Background: Slugger "Jonathon" Lucky doesn't really like pogs all that much. But his mom keeps making him play it because she's always nagging him to go out and play with the other kids. But no one even plays pogs anymore, mom! His pleas are met with gentle, oblivious humming. He plans on totally running away from home someday to do what he's always dreamed of doing: sniffing glue and buying cigarettes without his mom getting all up on his ass about it. Until then, he's trying to make money at pogging to pay for his clarinet lessons. And he hears that the winner of the tournament gets to make his or her mom to buy a Playboy Magazine for them and she can't get mad at them for it, and he's been wantin' one of those for years. Plus, he's pretty addicted to Beanie Babies, and a little extra cash could never hurt with that habit.

PROFILE ABC123DOREMI

Name: Norman "POGZRFUN87" Wilmington
DOB: 7/21/68
Weapon of Choice: "Little Man," his slammer built of purified uranium-235.
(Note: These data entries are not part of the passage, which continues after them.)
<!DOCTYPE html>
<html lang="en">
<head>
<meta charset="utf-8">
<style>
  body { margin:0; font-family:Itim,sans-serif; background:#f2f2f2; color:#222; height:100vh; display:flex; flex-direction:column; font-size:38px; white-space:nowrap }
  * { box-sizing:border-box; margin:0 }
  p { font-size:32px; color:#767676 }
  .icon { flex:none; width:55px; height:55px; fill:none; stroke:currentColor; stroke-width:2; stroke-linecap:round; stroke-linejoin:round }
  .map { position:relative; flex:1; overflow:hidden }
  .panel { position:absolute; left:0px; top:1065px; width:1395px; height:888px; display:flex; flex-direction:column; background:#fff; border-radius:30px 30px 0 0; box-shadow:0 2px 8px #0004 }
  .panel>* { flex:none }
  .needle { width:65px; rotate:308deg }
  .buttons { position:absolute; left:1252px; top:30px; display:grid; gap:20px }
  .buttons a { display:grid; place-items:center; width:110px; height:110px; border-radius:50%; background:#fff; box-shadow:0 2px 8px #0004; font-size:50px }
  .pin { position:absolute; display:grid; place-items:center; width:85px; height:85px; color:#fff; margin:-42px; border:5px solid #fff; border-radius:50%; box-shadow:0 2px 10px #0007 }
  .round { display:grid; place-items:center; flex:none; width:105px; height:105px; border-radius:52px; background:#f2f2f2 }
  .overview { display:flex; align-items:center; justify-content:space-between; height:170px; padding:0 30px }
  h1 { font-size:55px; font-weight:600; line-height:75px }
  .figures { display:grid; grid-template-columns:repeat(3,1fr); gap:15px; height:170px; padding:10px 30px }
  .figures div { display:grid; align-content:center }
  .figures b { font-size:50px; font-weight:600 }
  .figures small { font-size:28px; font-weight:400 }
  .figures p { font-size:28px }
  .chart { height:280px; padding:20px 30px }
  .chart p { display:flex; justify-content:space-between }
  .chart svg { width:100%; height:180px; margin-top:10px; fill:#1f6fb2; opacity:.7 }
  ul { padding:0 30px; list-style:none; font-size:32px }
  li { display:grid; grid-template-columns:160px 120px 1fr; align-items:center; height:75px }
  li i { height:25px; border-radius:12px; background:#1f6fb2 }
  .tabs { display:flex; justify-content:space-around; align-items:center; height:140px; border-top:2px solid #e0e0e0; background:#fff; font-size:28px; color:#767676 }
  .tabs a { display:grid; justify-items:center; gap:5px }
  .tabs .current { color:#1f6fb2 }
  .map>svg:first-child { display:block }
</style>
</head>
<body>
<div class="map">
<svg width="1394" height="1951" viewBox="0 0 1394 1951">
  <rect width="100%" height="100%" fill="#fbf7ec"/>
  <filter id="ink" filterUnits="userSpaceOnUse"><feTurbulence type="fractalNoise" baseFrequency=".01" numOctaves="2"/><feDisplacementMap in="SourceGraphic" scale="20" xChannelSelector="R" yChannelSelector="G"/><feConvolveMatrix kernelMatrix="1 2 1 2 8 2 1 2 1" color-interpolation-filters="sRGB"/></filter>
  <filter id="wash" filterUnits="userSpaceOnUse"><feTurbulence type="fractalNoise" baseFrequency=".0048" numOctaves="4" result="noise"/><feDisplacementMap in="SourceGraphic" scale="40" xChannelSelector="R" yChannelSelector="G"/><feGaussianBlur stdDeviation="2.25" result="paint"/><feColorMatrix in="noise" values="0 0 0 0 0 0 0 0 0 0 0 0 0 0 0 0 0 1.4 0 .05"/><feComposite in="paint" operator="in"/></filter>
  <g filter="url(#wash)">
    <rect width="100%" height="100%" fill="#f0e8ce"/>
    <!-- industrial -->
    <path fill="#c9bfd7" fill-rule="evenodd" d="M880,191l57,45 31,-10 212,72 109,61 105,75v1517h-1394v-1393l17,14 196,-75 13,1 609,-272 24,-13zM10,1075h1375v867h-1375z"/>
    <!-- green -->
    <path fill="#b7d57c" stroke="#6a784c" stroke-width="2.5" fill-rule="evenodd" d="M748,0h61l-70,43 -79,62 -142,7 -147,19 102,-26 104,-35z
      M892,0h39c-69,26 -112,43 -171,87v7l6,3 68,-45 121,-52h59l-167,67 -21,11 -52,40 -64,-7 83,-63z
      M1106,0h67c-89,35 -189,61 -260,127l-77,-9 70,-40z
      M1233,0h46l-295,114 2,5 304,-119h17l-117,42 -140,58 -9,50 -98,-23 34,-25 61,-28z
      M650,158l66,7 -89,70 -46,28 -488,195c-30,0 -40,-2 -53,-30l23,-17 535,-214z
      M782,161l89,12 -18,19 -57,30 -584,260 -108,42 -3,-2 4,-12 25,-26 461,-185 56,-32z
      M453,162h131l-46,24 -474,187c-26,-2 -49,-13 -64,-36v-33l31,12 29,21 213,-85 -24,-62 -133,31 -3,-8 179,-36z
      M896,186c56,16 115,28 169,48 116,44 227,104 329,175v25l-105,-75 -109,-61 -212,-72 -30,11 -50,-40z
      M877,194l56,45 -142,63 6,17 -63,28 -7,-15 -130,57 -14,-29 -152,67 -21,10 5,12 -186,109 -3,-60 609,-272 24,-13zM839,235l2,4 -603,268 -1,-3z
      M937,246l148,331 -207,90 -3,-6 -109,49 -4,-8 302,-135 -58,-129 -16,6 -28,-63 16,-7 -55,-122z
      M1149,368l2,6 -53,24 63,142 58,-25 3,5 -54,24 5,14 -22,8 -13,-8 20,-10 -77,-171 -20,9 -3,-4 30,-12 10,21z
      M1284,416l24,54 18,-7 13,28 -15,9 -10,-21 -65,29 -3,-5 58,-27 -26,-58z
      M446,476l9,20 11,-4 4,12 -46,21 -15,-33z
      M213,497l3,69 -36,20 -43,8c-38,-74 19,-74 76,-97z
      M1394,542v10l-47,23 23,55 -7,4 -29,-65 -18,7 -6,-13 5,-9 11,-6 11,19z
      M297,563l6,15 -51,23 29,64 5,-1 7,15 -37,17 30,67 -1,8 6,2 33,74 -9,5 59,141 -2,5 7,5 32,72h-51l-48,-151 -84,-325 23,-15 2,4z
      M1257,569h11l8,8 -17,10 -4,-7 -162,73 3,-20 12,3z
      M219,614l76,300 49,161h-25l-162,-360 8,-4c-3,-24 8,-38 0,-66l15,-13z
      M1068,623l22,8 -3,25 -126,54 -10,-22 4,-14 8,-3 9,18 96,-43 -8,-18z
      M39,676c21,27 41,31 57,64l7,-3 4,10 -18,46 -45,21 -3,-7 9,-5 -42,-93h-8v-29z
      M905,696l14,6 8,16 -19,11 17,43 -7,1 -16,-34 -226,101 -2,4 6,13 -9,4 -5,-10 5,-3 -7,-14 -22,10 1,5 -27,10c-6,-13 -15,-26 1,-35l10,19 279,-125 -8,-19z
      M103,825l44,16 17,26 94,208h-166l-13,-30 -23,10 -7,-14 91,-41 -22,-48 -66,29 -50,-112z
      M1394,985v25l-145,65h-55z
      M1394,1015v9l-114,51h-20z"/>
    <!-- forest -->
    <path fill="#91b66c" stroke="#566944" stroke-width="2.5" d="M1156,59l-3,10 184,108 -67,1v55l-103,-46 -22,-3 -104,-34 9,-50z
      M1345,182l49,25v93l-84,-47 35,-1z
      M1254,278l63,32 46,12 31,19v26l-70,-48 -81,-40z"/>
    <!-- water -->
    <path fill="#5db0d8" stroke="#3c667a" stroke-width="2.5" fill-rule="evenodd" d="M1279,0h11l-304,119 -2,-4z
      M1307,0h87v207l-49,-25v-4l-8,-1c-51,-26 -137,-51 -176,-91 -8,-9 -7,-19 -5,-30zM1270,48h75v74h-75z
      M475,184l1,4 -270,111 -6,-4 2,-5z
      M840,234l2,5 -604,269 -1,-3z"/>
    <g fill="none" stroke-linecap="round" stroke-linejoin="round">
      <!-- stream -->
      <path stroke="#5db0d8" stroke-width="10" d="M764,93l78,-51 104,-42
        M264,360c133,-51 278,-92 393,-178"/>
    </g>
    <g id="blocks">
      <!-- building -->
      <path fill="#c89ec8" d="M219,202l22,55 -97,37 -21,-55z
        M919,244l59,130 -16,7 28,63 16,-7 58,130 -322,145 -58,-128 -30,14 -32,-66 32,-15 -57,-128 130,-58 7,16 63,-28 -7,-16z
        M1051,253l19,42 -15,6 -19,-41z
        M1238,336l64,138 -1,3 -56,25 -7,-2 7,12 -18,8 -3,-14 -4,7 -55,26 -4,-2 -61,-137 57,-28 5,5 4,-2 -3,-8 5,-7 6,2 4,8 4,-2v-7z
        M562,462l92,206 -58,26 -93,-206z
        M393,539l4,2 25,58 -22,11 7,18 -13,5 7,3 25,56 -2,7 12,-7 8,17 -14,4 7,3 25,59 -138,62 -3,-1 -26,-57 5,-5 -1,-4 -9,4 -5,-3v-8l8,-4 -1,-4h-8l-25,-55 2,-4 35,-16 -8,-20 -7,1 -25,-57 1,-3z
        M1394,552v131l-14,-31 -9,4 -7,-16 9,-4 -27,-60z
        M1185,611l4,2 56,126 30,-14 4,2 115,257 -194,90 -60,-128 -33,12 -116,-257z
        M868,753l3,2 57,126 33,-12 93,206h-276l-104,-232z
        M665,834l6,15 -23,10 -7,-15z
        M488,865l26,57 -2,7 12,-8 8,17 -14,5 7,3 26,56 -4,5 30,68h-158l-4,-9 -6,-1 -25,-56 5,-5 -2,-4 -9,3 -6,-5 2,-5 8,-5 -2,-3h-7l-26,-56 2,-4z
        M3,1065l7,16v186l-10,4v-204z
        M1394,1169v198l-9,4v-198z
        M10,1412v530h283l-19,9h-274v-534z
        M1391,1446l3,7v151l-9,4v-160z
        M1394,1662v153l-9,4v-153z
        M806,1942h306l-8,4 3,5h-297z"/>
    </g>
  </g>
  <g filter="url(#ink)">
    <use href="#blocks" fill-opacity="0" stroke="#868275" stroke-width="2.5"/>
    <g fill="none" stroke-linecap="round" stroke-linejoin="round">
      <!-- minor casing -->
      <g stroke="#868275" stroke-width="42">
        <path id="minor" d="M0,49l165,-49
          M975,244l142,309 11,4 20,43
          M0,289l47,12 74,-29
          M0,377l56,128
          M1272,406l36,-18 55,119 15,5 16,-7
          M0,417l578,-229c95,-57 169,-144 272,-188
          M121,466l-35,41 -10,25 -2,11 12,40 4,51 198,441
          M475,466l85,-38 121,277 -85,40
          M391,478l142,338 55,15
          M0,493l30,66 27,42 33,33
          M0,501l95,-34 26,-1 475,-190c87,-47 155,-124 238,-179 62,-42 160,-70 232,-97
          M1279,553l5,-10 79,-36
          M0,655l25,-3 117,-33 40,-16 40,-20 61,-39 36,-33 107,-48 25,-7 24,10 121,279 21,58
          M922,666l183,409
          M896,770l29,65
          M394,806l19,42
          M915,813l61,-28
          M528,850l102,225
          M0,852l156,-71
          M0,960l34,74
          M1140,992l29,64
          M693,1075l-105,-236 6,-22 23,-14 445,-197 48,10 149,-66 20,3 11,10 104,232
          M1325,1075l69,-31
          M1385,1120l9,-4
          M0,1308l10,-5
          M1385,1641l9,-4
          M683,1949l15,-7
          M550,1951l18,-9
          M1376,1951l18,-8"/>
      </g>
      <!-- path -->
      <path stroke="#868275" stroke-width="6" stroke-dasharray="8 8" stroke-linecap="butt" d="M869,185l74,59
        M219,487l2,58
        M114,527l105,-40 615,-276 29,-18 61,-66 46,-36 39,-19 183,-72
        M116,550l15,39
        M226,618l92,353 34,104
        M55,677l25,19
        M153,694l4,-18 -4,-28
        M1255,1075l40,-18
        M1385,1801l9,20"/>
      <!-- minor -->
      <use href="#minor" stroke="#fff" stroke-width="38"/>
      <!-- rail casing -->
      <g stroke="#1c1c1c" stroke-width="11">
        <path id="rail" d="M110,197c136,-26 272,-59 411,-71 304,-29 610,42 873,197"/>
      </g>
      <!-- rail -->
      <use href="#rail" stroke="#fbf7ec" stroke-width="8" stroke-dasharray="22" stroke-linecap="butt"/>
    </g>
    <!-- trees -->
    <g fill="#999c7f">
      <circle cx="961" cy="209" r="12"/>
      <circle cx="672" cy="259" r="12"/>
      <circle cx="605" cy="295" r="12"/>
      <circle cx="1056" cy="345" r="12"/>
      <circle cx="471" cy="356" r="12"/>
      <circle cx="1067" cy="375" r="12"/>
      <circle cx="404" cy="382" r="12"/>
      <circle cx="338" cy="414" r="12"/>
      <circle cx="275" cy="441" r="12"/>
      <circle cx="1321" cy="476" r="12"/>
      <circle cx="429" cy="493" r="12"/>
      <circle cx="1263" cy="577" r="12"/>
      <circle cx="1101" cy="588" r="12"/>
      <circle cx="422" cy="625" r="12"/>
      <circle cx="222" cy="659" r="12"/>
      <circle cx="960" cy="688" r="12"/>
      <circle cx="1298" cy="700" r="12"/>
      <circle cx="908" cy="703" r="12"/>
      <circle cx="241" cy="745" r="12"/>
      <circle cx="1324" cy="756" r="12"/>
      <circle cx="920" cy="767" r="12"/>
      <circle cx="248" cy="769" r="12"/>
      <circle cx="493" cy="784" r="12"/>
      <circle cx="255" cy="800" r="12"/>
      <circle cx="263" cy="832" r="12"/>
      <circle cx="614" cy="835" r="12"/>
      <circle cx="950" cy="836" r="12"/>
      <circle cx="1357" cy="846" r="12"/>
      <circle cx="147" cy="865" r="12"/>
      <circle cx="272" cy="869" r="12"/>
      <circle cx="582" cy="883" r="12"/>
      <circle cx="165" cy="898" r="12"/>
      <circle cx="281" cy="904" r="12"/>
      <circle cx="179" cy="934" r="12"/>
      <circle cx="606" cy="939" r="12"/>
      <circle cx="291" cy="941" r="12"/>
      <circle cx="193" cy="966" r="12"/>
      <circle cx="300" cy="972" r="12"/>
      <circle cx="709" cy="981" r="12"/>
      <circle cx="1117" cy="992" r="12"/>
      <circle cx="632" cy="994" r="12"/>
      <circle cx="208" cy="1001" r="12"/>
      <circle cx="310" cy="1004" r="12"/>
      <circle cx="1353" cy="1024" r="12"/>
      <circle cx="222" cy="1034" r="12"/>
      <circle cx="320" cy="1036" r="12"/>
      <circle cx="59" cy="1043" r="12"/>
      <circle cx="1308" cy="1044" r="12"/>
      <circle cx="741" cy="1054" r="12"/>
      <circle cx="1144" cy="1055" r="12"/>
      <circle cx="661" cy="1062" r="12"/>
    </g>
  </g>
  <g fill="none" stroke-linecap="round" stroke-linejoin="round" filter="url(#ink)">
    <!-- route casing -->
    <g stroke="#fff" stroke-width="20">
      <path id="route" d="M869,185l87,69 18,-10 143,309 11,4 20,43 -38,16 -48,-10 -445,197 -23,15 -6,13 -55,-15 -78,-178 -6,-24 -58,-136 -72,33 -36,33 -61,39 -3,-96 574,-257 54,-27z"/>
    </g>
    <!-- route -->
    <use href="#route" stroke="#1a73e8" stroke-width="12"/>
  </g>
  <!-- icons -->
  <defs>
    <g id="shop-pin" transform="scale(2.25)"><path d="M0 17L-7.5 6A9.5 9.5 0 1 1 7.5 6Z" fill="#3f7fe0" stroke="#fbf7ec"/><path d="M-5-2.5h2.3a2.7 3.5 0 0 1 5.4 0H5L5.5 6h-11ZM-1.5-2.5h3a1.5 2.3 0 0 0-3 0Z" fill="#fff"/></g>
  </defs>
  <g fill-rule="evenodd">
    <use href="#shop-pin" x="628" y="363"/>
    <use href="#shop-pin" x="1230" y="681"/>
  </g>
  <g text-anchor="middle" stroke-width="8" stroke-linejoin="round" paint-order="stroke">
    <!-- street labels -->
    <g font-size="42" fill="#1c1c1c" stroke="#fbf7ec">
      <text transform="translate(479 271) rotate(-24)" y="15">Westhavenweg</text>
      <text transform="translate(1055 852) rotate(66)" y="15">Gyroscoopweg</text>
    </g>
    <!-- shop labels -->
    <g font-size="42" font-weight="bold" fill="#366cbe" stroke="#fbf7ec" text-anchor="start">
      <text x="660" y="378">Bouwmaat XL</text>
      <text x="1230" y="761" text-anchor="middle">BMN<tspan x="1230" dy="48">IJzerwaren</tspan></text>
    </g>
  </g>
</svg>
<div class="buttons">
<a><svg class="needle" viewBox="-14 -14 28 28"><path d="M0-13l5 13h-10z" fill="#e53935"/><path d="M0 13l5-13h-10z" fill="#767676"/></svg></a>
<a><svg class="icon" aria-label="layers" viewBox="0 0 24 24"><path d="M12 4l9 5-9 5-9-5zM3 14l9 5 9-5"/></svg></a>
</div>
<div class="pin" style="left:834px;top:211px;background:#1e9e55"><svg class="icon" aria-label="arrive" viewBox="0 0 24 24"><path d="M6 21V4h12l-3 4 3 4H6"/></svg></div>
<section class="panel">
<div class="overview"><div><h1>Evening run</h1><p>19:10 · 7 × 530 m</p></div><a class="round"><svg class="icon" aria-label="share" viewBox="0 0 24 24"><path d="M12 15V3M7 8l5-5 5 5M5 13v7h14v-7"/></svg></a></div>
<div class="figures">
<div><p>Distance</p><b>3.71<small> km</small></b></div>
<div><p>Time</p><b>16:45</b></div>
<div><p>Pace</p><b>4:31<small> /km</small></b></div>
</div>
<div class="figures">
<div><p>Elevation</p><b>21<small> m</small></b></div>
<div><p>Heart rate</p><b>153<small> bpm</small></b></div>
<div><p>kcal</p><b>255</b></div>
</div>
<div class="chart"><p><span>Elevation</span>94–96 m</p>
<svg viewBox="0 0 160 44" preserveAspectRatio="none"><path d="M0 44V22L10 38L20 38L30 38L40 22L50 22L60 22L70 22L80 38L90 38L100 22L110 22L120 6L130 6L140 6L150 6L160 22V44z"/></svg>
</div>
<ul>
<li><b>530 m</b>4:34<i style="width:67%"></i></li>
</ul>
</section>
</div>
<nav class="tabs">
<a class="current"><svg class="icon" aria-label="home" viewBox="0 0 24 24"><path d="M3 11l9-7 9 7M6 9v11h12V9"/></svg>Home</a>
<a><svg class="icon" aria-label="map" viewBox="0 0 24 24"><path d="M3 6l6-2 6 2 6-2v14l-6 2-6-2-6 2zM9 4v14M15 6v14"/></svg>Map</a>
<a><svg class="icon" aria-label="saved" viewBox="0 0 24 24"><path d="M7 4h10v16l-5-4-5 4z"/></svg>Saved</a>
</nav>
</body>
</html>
Favorite Pog: Pog that looks like a donut. It's got sprinkles and everything! No hole in the center though. That would disqualify the pog.
Favorite Food: Flour
Background: Norman "PogzRFun87" Wilmington is regarded by some to be the single most dangerous pogger on the market these days. A former special ops leader, Norman left his old life behind to explore the elusive and exotic art of pogs. He left behind a wife, several children, and his dog, Mr. Puffykins. Norman even went so far as to have cybernetic arms installed in place of his weak flesh-ridden ones to increase his "slamming" ability. His ambition in pogs knows no bounds. He has trekked to the farthest bounds of the earth to secure uranium-235 in order to make his highly unstable and frightening "Little Man" slammer, which could result in a massive explosion taking out 20 square miles after every slam. He claims to be "the most powerfullest [sic] poggerator [sic] in da [sic] galaxiverse [sic]!!!1[sic]!!!" He also enjoys sitting by the side of nature trails and murmurring "oil can...oil caaaaan..." at unsuspecting travellers, and then challenging them to a pog match immediately afterwards. He is currently being treated for radiation poisoning, so is not at his strongest level.